The aim of this study was to evaluate research retention of older minority women with urinary incontinence (UI) using a community-based participatory research (CBPR) versus a traditional research approach.
An ancillary prospective study was conducted within an ongoing pilot randomized clinical trial to treat UI. Participants were recruited using CBPR in collaboration with a local community versus a traditional research approach at an academic center. Inclusion criteria were women 65 years and older and symptomatic UI. The primary outcome was the randomization rate defined as the proportion of women randomized into the randomized clinical trial out of screened participants. Screening and consent rates were also evaluated. Pearson χ2, Fisher exact, and t tests were used. The effect of CBPR on research retention rates was expressed as odds ratio (OR) with 95% confidence intervals (CI).

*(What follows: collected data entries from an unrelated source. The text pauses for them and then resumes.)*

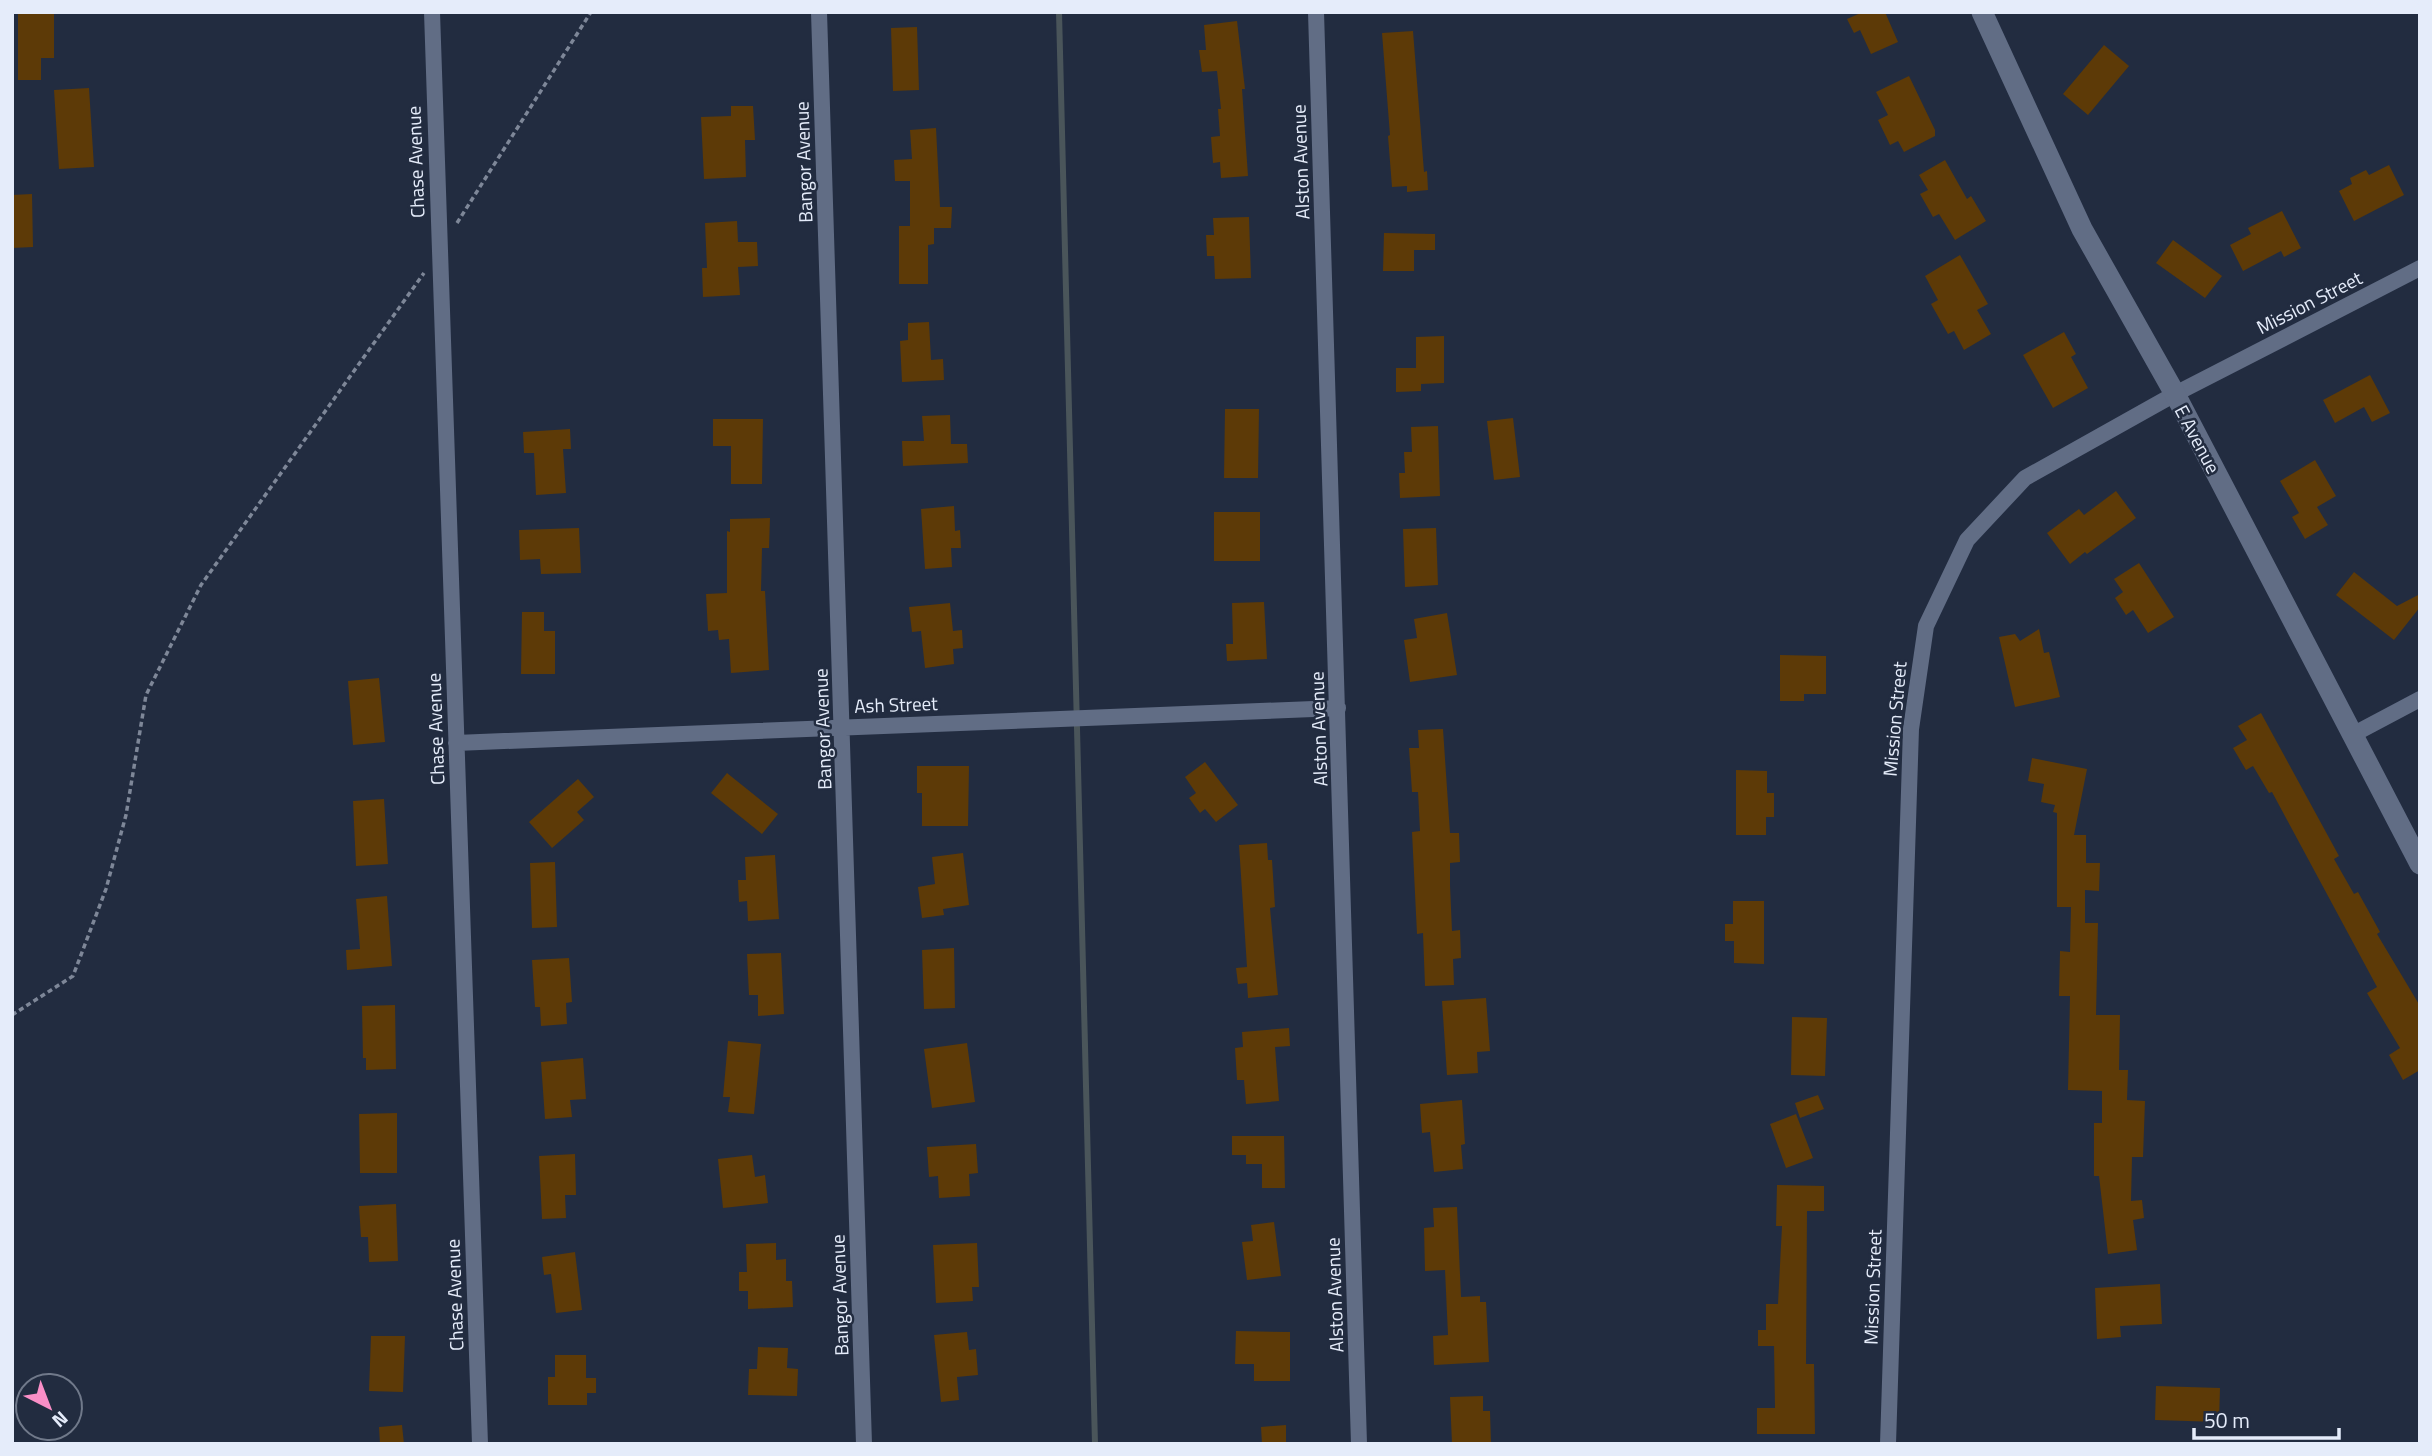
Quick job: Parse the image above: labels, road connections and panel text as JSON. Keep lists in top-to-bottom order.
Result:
{
  "streets": {
    "street": [
      "Chase Avenue",
      "Bangor Avenue",
      "Alston Avenue",
      "Mission Street",
      "E Avenue",
      "Ash Street"
    ]
  },
  "crossings": [
    ["Chase Avenue", "Ash Street"],
    ["Bangor Avenue", "Ash Street"],
    ["Alston Avenue", "Ash Street"],
    ["Mission Street", "E Avenue"]
  ],
  "scale_bar": "50 m",
  "north": "bottom right"
}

There were 10 and 88 women screened in the CBPR and traditional research groups, respectively. The CBPR participants were Hispanic (n = 10, 100%) and older (78.4 ± 8.3 years; P < 0.01). Most of the traditional research participants were non-Hispanic Black (n = 55, 62.5%) and younger (71.0 ± 4.9 years). The CBPR group had higher rates of screening (76.9% vs 40.6%; P = 0.01), consent (80% vs 44.3%; P = 0.045), and randomization (50.0% vs 14.8%; P < 0.01) compared with the traditional research group. Community-based participatory research increased the odds of research retention during screening (OR, 4.9; 95% CI, 1.3-18.2), consent (OR, 5.0; 95% CI, 1.0-25.0), and randomization (OR, 5.8; 95% CI, 1.5-22.7).
Compared with traditional research, CBPR yielded higher research retention among older minority women with UI in a clinical study.